Establishing a Back Story
The argument presented during the episode of Sake on Air was largely the role that terroir could play in providing sake with an interesting back-story. Presumably what was meant was something that consumers can visualise in their mind's eye that gives a sense of the place from where it was made. This ultimately adds value to the product and allows consumers to relate to the quality and effort that has gone into its production. As mentioned previously, in this respect, I am in complete agreement. Two things, however, come to mind when I think about the effort that has gone into making terroir that all-important back-story.
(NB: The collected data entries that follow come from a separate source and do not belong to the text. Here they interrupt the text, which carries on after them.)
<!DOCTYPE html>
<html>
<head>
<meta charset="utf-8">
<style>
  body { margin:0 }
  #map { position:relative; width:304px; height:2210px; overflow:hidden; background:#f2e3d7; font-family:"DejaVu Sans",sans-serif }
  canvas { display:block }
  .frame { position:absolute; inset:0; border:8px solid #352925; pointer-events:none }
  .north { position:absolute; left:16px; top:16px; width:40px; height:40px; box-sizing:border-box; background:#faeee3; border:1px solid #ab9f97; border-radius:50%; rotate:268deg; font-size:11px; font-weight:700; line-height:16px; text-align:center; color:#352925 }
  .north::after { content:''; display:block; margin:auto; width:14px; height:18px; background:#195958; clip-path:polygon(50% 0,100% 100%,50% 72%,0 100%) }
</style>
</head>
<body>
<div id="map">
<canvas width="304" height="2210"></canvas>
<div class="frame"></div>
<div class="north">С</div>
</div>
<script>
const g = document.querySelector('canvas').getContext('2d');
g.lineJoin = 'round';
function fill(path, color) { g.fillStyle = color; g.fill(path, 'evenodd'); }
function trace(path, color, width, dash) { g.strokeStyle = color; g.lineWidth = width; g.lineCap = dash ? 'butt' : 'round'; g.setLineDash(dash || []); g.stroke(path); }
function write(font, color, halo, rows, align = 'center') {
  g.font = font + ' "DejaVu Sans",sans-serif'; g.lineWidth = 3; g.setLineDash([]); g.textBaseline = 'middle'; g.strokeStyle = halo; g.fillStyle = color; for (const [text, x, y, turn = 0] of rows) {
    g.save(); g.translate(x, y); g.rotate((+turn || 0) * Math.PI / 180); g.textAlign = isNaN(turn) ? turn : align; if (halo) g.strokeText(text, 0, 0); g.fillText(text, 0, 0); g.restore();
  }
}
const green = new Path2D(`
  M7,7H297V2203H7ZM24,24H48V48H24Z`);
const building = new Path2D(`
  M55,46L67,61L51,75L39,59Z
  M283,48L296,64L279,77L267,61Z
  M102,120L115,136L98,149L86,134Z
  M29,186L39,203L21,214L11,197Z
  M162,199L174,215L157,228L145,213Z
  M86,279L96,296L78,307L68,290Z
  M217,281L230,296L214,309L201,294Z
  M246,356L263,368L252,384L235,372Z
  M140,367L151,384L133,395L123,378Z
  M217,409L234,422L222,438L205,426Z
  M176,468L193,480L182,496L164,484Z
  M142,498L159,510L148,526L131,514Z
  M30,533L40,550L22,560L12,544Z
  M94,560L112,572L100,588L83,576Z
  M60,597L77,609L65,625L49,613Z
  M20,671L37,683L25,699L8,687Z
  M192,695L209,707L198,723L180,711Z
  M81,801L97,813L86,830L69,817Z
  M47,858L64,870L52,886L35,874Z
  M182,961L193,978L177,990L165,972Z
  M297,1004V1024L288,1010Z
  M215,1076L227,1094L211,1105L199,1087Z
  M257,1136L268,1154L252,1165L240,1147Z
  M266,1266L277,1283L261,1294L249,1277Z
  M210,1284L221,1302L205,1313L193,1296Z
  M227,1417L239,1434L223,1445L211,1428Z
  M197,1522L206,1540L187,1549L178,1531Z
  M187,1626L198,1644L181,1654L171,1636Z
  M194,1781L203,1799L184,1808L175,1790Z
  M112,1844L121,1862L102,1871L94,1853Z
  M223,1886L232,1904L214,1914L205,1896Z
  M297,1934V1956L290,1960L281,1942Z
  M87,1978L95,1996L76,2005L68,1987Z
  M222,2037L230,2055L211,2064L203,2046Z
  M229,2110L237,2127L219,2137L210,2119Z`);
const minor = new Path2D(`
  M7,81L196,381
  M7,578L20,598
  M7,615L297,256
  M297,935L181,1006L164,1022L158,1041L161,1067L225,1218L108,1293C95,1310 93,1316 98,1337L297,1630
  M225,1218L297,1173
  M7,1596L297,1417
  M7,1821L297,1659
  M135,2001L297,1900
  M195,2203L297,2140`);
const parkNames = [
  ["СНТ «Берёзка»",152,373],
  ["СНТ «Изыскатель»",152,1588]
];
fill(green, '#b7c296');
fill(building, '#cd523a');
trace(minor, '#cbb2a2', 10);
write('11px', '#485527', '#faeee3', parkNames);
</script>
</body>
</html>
Firstly, terroir and the discussion of ingredients are not mutually exclusive. Secondly, there is already an arguably more potent back-story that is both easy to establish and doesn't come with any ambiguous connotations.
The Brewing Process
Unlike in wine making, whereby the quality, or lack of, is largely determined by the raw ingredients, sake brewing is more dependent on production technique. Quality ingredients will go a long way in helping make good sake, but the underlying factor is a team of brewers who have mastered a tight production process. Personally, this is the one aspect of sake that is more important than any other in legitimising its credentials as a craft beverage.
The complex and unique process by which craft sake is made is surely one of the most intriguing of all the alcoholic beverages made today. You don't necessarily need to have a detailed understanding to appreciate the effort that goes into each batch, but the more you learn about it, the more fascinating it becomes. It is also no slight to the wine industry to say that if you compare the two brewing processes, sake is by some margin the more intricate of the two. Surprisingly, modern discourse around sake often focuses on things like terroir and Domaine when it has perhaps the most complex and compelling brewing processes of any alcoholic beverage in the world. This is what first attracted me to the wonders of sake, and it's what keeps me fixated today. It represents the most untapped resource that promoters have at their disposal and offers the perfect back story to take that all-important next step forward.